> _PROBLEM TO WORK ON_:
Could you copy every line of the data that contains "Geers"?

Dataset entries
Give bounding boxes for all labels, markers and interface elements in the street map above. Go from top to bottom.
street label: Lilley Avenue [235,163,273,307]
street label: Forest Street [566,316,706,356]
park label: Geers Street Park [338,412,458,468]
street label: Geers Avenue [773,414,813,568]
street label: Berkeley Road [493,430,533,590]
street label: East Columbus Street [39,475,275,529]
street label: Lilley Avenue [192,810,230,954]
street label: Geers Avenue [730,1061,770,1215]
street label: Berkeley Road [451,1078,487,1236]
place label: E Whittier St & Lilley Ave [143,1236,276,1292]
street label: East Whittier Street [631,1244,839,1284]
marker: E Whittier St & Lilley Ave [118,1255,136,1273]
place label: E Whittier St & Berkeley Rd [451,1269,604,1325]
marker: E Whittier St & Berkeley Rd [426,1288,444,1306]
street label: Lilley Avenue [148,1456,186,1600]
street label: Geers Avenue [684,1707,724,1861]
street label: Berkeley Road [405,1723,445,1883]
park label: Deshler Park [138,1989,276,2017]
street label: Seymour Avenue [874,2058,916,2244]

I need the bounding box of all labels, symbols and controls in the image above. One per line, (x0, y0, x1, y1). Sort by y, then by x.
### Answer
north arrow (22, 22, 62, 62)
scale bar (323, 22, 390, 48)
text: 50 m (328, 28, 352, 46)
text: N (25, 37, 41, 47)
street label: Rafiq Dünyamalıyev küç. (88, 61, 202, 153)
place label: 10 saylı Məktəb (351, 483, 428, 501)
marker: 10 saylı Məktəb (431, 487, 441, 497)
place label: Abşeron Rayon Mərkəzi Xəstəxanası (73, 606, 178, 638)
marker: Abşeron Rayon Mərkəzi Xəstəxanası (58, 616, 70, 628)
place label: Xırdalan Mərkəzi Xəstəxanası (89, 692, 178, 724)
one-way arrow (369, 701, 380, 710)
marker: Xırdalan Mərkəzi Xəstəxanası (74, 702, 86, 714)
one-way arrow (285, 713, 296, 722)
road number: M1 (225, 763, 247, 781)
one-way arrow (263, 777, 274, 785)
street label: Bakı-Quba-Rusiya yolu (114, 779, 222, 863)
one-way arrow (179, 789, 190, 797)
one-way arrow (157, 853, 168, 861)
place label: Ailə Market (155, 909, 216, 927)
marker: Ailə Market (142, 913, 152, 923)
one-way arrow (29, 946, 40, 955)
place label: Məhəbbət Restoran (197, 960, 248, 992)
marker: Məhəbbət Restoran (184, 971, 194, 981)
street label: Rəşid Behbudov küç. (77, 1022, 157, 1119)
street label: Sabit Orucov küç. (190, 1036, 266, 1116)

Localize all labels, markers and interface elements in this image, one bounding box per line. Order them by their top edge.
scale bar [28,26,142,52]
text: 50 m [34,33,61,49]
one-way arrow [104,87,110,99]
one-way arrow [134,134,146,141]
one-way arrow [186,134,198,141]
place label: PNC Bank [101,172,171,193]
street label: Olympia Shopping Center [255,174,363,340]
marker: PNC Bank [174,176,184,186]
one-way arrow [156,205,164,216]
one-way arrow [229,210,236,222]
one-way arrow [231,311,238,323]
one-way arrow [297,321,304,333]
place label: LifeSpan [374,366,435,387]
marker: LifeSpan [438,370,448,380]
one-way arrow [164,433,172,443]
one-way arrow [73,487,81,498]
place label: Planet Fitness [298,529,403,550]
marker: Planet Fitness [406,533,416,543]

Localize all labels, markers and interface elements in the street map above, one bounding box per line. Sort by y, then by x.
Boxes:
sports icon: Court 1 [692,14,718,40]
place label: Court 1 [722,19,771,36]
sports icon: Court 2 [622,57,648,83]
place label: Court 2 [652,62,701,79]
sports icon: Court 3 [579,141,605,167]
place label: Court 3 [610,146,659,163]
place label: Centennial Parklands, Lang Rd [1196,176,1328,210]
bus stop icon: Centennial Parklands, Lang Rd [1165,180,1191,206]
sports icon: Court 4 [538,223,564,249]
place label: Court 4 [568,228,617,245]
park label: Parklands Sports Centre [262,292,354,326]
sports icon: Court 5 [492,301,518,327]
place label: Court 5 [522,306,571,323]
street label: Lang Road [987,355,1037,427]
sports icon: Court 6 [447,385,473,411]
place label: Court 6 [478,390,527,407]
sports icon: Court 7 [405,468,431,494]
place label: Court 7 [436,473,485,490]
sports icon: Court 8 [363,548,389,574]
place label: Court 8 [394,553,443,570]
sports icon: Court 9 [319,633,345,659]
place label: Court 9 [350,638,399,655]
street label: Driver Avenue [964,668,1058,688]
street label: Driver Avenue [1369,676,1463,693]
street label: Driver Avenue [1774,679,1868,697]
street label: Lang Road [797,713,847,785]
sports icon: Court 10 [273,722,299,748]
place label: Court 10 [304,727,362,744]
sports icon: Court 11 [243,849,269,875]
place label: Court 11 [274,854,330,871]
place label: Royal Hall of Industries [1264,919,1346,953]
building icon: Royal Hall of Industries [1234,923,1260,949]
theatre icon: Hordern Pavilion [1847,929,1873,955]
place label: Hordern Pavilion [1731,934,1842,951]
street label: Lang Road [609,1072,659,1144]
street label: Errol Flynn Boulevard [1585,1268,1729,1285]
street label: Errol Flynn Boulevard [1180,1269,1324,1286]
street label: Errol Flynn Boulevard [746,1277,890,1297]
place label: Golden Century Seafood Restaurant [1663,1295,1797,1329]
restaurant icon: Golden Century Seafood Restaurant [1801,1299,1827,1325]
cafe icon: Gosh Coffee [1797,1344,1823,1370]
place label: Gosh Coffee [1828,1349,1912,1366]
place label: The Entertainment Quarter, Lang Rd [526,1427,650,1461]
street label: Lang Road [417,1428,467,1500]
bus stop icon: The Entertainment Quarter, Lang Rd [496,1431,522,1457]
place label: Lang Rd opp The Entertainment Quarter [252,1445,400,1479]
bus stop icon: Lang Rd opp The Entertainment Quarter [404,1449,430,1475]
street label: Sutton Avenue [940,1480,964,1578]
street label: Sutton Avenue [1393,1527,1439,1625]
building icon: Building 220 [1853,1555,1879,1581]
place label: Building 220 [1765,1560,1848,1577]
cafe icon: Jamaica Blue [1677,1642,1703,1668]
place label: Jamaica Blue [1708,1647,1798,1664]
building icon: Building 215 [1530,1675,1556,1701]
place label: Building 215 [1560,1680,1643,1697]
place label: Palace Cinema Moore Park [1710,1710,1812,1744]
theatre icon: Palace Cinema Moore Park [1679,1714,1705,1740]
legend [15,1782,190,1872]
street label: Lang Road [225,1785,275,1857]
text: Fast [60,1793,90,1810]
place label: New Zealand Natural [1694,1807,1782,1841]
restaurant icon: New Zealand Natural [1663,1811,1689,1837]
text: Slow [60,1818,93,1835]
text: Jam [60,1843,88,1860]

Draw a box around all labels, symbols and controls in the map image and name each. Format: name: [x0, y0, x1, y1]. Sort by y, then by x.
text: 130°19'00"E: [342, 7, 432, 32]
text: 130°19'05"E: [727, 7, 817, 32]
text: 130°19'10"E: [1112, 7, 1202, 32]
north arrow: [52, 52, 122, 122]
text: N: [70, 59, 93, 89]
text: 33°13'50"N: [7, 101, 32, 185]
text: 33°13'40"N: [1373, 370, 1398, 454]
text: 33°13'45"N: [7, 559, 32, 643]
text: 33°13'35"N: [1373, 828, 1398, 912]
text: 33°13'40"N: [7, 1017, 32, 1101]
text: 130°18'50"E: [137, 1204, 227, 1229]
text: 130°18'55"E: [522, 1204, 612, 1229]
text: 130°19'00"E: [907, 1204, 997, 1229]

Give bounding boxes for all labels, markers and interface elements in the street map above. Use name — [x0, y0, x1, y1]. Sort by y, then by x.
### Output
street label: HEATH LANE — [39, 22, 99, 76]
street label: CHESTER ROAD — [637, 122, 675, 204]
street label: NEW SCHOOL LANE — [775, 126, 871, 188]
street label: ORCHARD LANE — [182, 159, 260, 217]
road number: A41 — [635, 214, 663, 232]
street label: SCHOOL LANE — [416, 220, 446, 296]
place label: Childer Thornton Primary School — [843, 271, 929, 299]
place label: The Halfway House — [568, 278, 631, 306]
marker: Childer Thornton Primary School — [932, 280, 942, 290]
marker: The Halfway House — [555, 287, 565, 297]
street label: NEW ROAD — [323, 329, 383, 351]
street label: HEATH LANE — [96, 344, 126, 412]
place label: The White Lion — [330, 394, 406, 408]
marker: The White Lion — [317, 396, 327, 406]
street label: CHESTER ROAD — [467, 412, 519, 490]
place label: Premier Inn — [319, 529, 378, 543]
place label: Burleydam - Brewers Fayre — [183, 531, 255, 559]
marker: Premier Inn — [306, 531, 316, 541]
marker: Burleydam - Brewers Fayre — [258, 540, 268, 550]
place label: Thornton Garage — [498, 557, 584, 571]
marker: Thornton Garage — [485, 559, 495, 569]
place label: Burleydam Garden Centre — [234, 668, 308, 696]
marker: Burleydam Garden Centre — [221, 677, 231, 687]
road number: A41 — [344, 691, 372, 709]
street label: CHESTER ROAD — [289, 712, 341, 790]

> _ANSWER BOX_:
park label: Geers Street Park [338,412,458,468]
street label: Geers Avenue [773,414,813,568]
street label: Geers Avenue [730,1061,770,1215]
street label: Geers Avenue [684,1707,724,1861]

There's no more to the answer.